Easy: Just requires computing log-policy gradients, no need to know dynamics

On-policy: Must sample from current policy $π_{θ}$

Limitations

High variance: Uses full trajectory return, which compounds over time
Episodic only: Requires episodes of defined length
Slow learning: May need many episodes to estimate gradient accurately

REINFORCE with Baseline

Motivation

A fundamental issue: all actions in a trajectory share credit/blame for the final return.

Intuition

If an episode has:

Time $t = 0$ : good action → good reward

Time $t = 1$ : bad action → bad reward

…

Time $t = T - 1$ : mediocre action

The REINFORCE update uses the same total return $G$ for all actions. The good action gets blamed for later bad actions, and the bad action gets credit for early good rewards.

The Fix: Causality-Aware Gradient

Key insight: Action $a_{t}$ can only affect rewards at time $t$ and later, not before!
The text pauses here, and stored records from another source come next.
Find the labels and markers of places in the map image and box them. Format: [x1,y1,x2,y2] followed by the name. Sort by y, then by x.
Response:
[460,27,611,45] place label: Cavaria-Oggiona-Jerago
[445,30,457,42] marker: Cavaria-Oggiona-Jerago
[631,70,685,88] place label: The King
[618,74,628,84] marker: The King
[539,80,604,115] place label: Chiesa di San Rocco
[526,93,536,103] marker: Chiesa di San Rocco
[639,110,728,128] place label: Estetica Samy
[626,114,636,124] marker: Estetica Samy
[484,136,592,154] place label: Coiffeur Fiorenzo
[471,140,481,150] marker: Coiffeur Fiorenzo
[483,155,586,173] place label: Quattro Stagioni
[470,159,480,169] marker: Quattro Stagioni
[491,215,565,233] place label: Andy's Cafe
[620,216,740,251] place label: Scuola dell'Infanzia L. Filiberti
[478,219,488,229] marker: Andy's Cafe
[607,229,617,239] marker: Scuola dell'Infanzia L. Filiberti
$\nabla_{θ} J = E_{τ} [\sum_{t = 0}^{T - 1} \nabla_{θ} lo g π_{θ} (a_{t} ∣ s_{t}) \sum_{t^{'} = t + 1}^{T - 1} γ^{t^{'} - t} r_{t^{'}}]$

This only uses the return from time $t$ onward:

$G_{t} = \sum_{t^{'} = t}^{T - 1} γ^{t^{'} - t} r_{t^{'}}$

REINFORCE v2 (with causality)

$\hat{\nabla} J = \frac{1}{N} \sum_{i = 1}^{N} \sum_{t = 0}^{T - 1} \nabla_{θ} lo g π_{θ} (a_{i, t} ∣ s_{i, t}) \cdot G_{i, t}$ where $G_{i, t} = \sum_{t^{'} = t}^{T - 1} γ^{t^{'} - t} r_{i, t^{'}}$

Adding a Baseline

Further variance reduction: subtract any baseline $b (s_{t})$ (typically learned value function):

$\nabla_{θ} J \approx E_{τ} [\sum_{t = 0}^{T - 1} \nabla_{θ} lo g π_{θ} (a_{t} ∣ s_{t}) (G_{t} - b (s_{t}))]$

Why valid? The baseline doesn’t depend on $a_{t}$ , so: $E_{a} [\nabla_{θ} lo g π_{θ} (a ∣ s) \cdot b (s)] = b (s) E_{a} [\nabla_{θ} lo g π_{θ} (a ∣ s)] = 0$

Baseline

A baseline is any function $b (s)$ that estimates the expected return from a state. Commonly, use a learned value function $V (s)$ or simple running average. Baselines reduce variance without introducing bias.

Learning the Baseline

Often learn $V (s)$ alongside the policy using TD or MC updates:

$V (s) \approx E [G_{t} ∣ s_{t} = s]$

This is straightforward: for each state visited with return $G$ , update: $V (s) \leftarrow V (s) + β (G - V (s))$

Alternative Parametrizations

Softmax Policy Details

For action preferences $f_{θ} (s, a)$ :

$lo g π_{θ} (a ∣ s) = f_{θ} (s, a) - lo g \sum_{a^{'}} exp f_{θ} (s, a^{'})$

Gradient: $\nabla_{θ} lo g π_{θ} (a ∣ s) = \nabla_{θ} f_{θ} (s, a) - E_{a^{'} \sim π_{θ}} [\nabla_{θ} f_{θ} (s, a^{'})]$

This naturally includes an exploration bonus (the second term subtracts the expected preference gradient).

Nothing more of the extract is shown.